I'm trying to find the probability that the maximum of standard Brownian motion on the interval $(t_1, t_2)$ exceeds a value $x$, i.e.,
$$P(max_{t_1 \le s \le t_2}B(s) \gt x)$$
I initially approached this by invoking the reflection principle: Let $M_{t_1, t_2} = max_{t_1 \le s \le t_2}B(s)$. Then $P(B(t_2)>x \mid M_{t_1, t_2} \gt x) = P(B(t_2)<x \mid M_{t_1, t_2} \gt x) = \frac{1}{2}$ by the reflection principle, and
\begin{align} P(B(t_2)>x) & = P(B(t_2)>x \mid M_{t_1, t_2} \gt x) \cdot P(M_{t_1, t_2} \gt x) \ + P(B(t_2)>x \mid M_{t_1, t_2} \lt x) \cdot P(M_{t_1, t_2} \lt x) \\ & = \frac{1}{2} P(M_{t_1, t_2} \gt x) + 0\\ \end{align}
$\Rightarrow P(M_{t_1, t_2} \gt x) = 2P(B(t_2)>x)$.
But this doesn't at all depend on $t_1$. Is this correct? I can't find any flaws in the logic, but the result doesn't seem to make sense. Can anyone explain why my reasoning is wrong?
The only other way I can think of to do this is to condition on $B(t_1) = y$ and integrate over all possible values of $y$, which seems quite messy.
Thanks a bunch!
Think about what the reflection principle says intuitively.

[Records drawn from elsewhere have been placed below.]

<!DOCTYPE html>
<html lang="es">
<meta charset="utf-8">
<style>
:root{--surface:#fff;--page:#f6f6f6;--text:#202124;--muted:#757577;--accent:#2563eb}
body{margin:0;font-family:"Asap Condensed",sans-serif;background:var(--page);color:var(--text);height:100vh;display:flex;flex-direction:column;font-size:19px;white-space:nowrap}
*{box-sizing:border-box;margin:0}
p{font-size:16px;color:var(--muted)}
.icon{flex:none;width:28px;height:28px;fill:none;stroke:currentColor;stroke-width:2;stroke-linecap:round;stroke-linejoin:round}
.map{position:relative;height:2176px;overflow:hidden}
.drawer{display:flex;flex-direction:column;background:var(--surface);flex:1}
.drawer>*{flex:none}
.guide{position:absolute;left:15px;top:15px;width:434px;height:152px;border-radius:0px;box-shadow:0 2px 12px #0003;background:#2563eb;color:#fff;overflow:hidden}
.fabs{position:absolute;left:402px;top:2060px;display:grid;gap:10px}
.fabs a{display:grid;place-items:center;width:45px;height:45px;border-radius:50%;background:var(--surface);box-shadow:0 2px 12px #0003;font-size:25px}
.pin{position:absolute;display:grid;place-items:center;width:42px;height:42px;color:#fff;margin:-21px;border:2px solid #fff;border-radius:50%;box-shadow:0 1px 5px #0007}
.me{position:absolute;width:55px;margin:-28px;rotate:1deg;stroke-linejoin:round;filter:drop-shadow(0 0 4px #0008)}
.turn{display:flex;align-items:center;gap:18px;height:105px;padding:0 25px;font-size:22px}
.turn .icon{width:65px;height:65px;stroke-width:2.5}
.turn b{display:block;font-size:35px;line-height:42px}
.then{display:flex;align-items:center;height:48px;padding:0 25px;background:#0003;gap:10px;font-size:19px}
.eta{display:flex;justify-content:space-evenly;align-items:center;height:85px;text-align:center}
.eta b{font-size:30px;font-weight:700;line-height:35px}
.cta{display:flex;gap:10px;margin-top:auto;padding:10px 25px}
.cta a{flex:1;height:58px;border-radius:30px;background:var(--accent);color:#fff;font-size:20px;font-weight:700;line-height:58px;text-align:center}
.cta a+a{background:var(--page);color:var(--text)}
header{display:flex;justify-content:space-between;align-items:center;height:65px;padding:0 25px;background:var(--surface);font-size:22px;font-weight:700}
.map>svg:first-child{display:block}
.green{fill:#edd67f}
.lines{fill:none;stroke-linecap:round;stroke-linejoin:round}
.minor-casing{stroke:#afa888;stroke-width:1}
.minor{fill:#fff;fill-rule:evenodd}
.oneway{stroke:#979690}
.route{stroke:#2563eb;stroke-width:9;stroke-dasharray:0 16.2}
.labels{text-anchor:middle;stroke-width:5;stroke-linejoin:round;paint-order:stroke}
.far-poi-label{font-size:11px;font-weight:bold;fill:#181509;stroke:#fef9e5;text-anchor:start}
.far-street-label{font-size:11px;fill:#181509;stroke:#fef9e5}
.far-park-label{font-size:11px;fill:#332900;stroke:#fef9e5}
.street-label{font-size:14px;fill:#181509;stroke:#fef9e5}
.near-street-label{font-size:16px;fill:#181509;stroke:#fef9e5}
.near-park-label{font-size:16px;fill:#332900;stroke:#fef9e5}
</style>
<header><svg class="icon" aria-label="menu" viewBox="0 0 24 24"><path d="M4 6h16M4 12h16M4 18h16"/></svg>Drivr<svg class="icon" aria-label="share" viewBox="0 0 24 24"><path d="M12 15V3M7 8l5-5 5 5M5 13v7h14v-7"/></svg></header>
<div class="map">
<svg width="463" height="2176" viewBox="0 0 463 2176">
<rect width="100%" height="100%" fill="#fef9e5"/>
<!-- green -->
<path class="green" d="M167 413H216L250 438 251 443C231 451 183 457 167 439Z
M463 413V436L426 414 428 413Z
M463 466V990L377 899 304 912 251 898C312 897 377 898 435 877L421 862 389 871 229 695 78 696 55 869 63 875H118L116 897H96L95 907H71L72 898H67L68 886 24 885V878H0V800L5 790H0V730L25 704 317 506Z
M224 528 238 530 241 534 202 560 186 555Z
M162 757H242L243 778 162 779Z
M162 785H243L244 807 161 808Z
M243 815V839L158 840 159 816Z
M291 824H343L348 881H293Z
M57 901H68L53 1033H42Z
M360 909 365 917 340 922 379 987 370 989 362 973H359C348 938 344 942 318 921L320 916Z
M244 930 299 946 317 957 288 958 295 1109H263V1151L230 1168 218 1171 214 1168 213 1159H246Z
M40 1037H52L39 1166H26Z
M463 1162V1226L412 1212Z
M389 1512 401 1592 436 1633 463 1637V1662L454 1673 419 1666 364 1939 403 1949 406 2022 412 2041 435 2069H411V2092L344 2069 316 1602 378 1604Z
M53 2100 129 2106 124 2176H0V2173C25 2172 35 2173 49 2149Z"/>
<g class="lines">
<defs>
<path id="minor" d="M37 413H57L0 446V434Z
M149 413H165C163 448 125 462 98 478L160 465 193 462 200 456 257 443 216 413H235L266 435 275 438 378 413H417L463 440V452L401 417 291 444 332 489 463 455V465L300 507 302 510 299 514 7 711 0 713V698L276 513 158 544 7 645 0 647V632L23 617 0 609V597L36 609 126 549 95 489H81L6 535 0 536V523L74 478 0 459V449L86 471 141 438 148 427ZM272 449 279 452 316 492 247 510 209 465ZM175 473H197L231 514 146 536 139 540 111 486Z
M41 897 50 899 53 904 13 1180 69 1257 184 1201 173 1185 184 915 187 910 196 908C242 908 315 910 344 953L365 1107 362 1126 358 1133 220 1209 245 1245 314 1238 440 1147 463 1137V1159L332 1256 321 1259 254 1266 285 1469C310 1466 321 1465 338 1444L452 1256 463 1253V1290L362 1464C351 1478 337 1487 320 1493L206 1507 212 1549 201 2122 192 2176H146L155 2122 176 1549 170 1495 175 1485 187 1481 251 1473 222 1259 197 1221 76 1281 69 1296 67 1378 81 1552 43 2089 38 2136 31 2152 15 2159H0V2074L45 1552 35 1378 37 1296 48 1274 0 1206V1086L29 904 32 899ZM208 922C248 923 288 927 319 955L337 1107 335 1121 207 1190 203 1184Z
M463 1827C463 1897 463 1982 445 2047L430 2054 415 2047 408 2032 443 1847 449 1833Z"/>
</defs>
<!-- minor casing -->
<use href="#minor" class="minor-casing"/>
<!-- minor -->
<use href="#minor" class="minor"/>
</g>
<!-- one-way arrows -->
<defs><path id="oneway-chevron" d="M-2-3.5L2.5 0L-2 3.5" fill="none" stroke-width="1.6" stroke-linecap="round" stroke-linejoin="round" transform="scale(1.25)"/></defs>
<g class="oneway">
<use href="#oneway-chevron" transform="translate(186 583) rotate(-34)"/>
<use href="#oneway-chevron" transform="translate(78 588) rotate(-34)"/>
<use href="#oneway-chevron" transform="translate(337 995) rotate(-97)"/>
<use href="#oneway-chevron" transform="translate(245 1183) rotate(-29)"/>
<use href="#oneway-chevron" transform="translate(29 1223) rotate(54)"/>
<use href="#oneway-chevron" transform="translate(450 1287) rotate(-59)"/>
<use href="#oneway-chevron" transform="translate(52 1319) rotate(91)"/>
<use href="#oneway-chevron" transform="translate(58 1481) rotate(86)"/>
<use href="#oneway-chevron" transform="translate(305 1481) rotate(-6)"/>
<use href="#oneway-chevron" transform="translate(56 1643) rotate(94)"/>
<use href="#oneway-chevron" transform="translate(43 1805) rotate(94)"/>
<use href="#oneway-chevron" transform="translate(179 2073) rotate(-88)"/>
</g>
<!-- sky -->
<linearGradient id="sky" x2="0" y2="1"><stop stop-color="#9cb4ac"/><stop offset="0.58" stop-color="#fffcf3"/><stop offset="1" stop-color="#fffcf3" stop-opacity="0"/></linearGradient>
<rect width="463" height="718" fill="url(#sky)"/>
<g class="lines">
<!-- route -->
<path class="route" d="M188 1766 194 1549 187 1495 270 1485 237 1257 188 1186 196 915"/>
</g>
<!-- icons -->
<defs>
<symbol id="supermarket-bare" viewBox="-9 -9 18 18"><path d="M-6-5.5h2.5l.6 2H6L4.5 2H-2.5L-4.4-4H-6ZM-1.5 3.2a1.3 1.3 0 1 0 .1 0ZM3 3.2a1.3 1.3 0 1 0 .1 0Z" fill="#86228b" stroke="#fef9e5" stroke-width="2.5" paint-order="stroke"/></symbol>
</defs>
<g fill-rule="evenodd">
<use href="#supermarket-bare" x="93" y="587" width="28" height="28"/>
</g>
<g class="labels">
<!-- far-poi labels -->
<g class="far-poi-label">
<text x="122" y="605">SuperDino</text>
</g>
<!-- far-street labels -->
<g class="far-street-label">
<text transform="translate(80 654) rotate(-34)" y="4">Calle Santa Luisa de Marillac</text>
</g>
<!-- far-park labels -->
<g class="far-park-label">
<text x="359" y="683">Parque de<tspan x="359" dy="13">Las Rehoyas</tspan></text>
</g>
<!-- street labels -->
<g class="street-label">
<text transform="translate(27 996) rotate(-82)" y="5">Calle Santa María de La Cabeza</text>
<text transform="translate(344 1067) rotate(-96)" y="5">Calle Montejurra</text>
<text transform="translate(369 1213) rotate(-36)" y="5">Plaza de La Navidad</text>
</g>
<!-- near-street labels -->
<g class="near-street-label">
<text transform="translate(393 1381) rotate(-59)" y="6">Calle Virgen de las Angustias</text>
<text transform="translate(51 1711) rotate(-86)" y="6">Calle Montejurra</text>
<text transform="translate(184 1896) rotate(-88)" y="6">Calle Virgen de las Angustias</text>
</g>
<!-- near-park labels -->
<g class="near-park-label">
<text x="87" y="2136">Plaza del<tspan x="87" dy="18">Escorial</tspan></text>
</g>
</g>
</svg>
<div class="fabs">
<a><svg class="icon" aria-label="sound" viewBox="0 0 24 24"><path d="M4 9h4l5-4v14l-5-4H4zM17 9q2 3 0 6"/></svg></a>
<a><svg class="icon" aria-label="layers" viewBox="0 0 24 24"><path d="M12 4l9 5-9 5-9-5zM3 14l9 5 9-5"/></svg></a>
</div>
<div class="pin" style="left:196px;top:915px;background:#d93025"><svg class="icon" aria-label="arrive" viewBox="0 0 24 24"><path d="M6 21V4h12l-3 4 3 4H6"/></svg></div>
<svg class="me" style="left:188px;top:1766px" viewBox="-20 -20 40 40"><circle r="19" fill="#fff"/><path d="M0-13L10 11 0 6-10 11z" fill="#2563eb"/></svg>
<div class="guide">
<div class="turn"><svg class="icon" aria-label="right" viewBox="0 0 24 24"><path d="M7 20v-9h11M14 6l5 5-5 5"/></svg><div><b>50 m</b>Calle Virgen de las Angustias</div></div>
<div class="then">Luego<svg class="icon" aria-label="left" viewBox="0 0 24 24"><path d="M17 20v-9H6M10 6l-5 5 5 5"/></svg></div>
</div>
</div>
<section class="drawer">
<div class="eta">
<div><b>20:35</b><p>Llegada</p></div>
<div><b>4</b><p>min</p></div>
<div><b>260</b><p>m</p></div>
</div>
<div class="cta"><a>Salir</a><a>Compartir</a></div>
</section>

It says "if at some time you were at $x$, then at a later time, you are equally likely to be above or below $x$."
Here you're conditioning on $M_{t_1, t_2} > x$. That does not imply that at some time between $t_1$ and $t_2$ you were at $x$. You might have started above $x$ (i.e. $B_{t_1} > x$) and never dropped down to $x$.
You're probably used to applying this argument with $t_1 = 0$ and $x > 0$. Then the argument does work, since you have $B_{t_1} = 0 < x$ unconditionally, and therefore $M_{0, t_2} > x$ does imply that at some time you were at $x$, by the intermediate value theorem. But here it doesn't.